Giles emerged from his lean-to as the red sun spread its dappled rays through the forest canopy.

Today he would find something decent to eat. That was his goal. Tomorrow he would scout a new campsite, but today was for finding some solid sustenance, to stop him from feeling any more lethargic than he already did. The fruit was upsetting his stomach more and more, but he had persevered with it in the knowledge that he required the nutritional value of them regardless of the…after-effects.

He pulled on the shorts but didn't worry about much else except his shoes, which were vital, as were his dedicated efforts to preserve his socks for as long as possible. Mobility was vital to his survival, which meant taking care of both his feet and their only protection.

Breakfast was another miniature loaf and water from the stream. As he drank, the monster fish broke the surface of the water as though taunting him then disappeared just as quickly.
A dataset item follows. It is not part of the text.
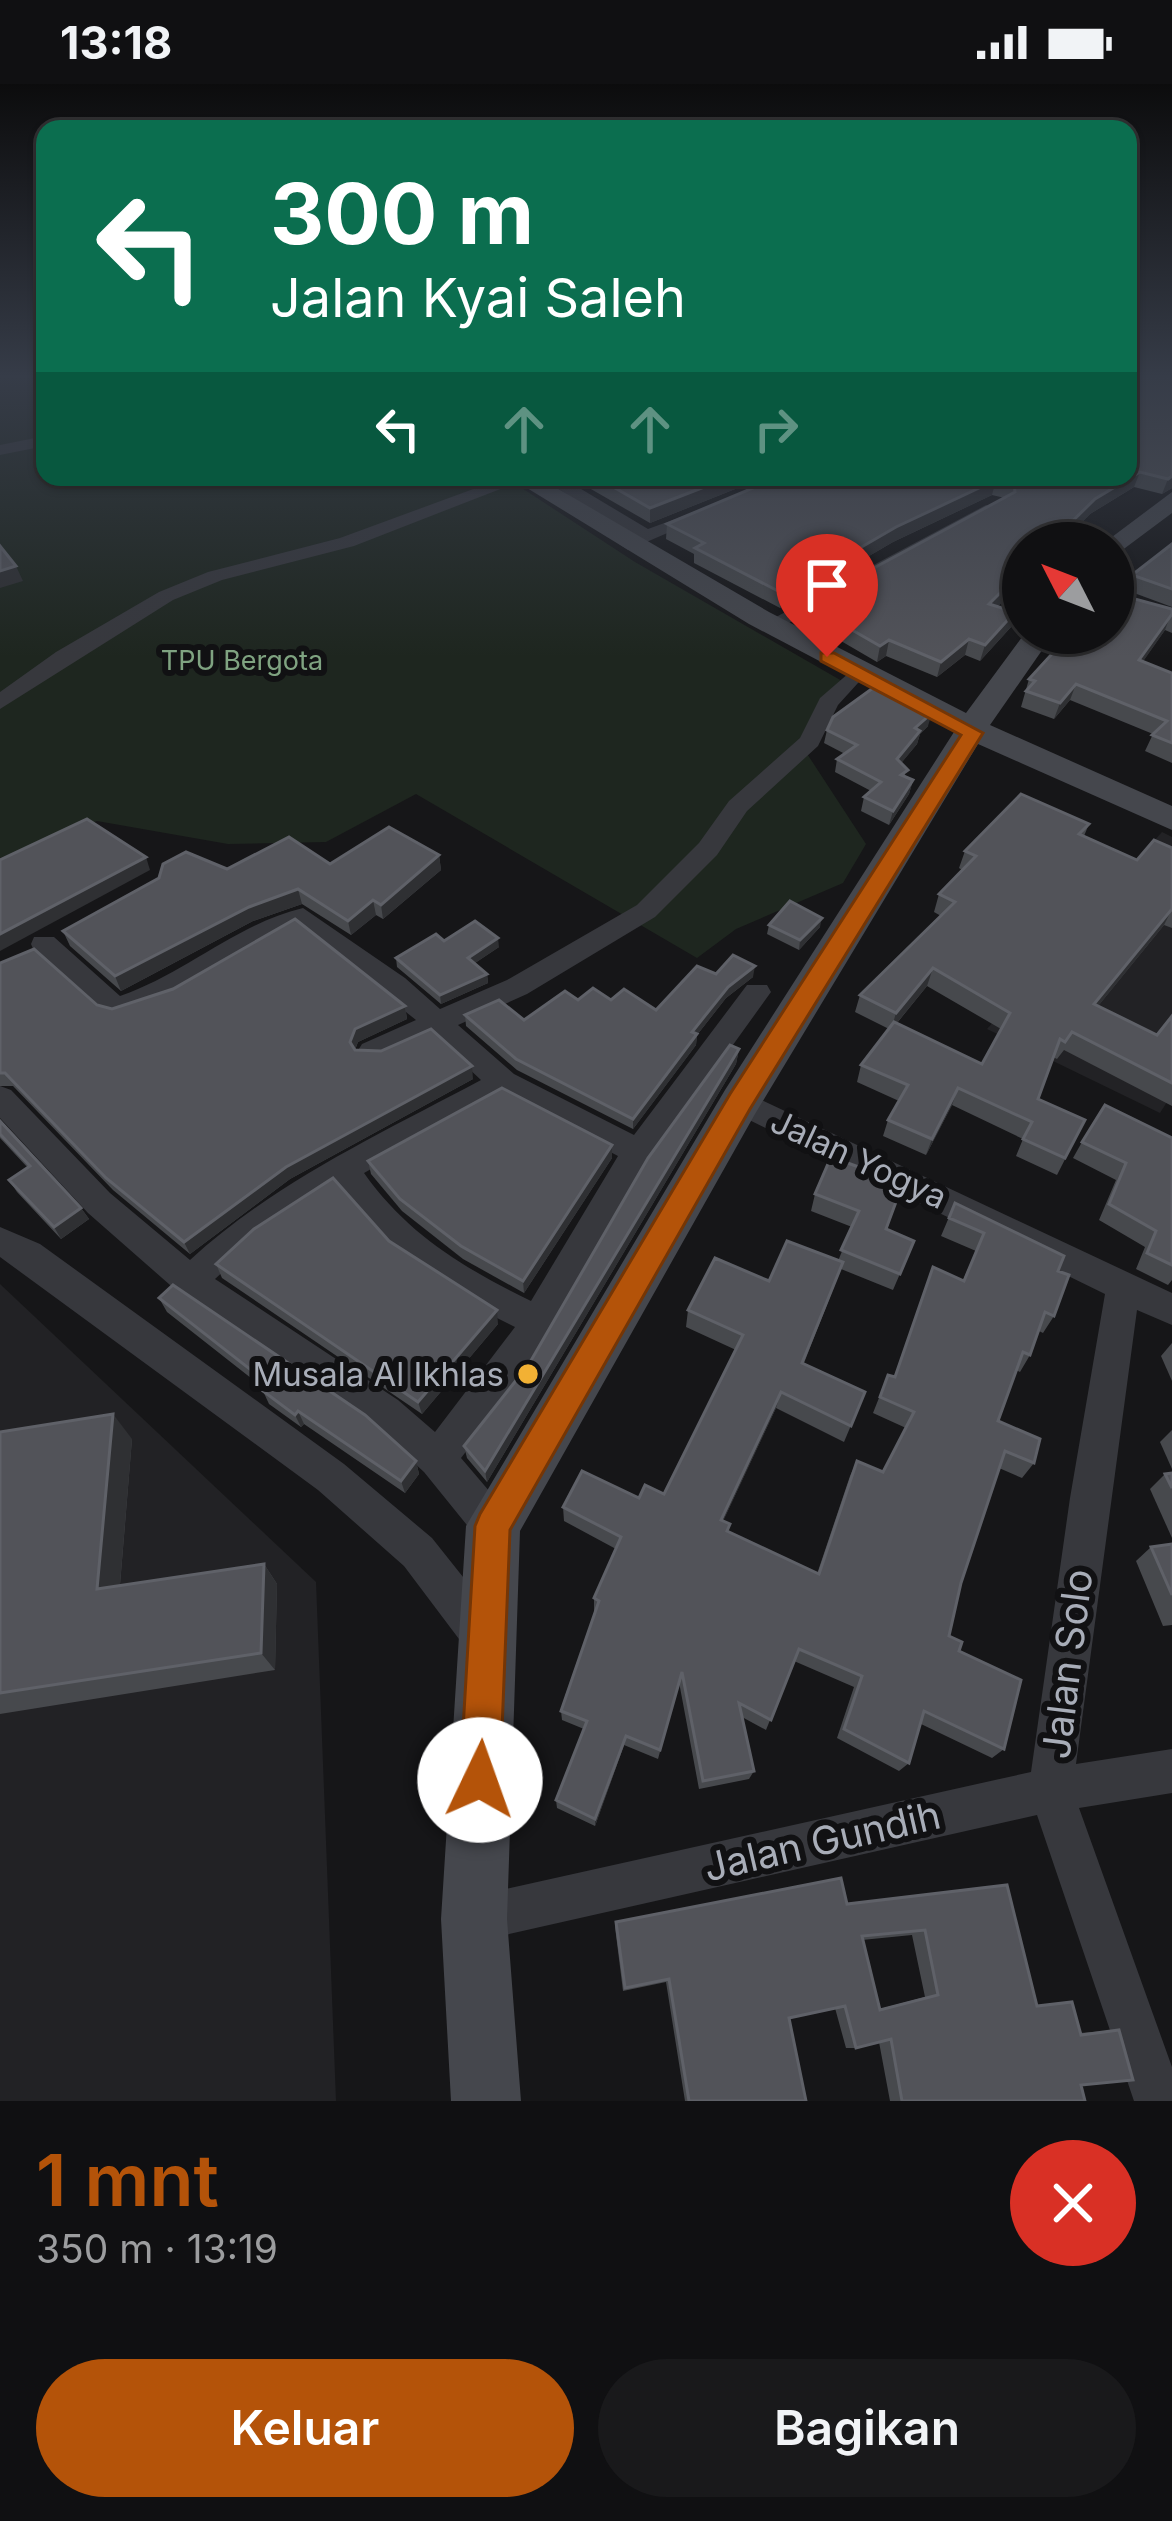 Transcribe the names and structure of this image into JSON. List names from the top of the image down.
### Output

He sighed at the thought of fried fish then sat up when there was another splash. He sat for long moments peering into the crystalline waters around the area of the noise, and eventually realised that he hadn't even thought about the possibility of smaller fish in the stream.

With the most excitement he'd been able to muster in days, he went upstream a little to dig some of the shellfish, then raced back to camp to snatch up his experimental fish-trap. He tied several opened shellfish inside, added a length of his homemade twine to haul it in with and happily set it in the stream near the reeds, before heading off on his quest for new food sources.

He passed many more examples of the fruit he'd been eating, and filled his sacks with seed, but even a couple of hours later had not sighted anything even remotely resembling a deer or a rabbit or even a decent rat. They were probably all in that grassland to the south…

There were also precious few birds around. He wondered if his scent or even just his presence had frightened them all away. After all he'd seen more than a few feathers on the forest floor, some of them quite beautiful…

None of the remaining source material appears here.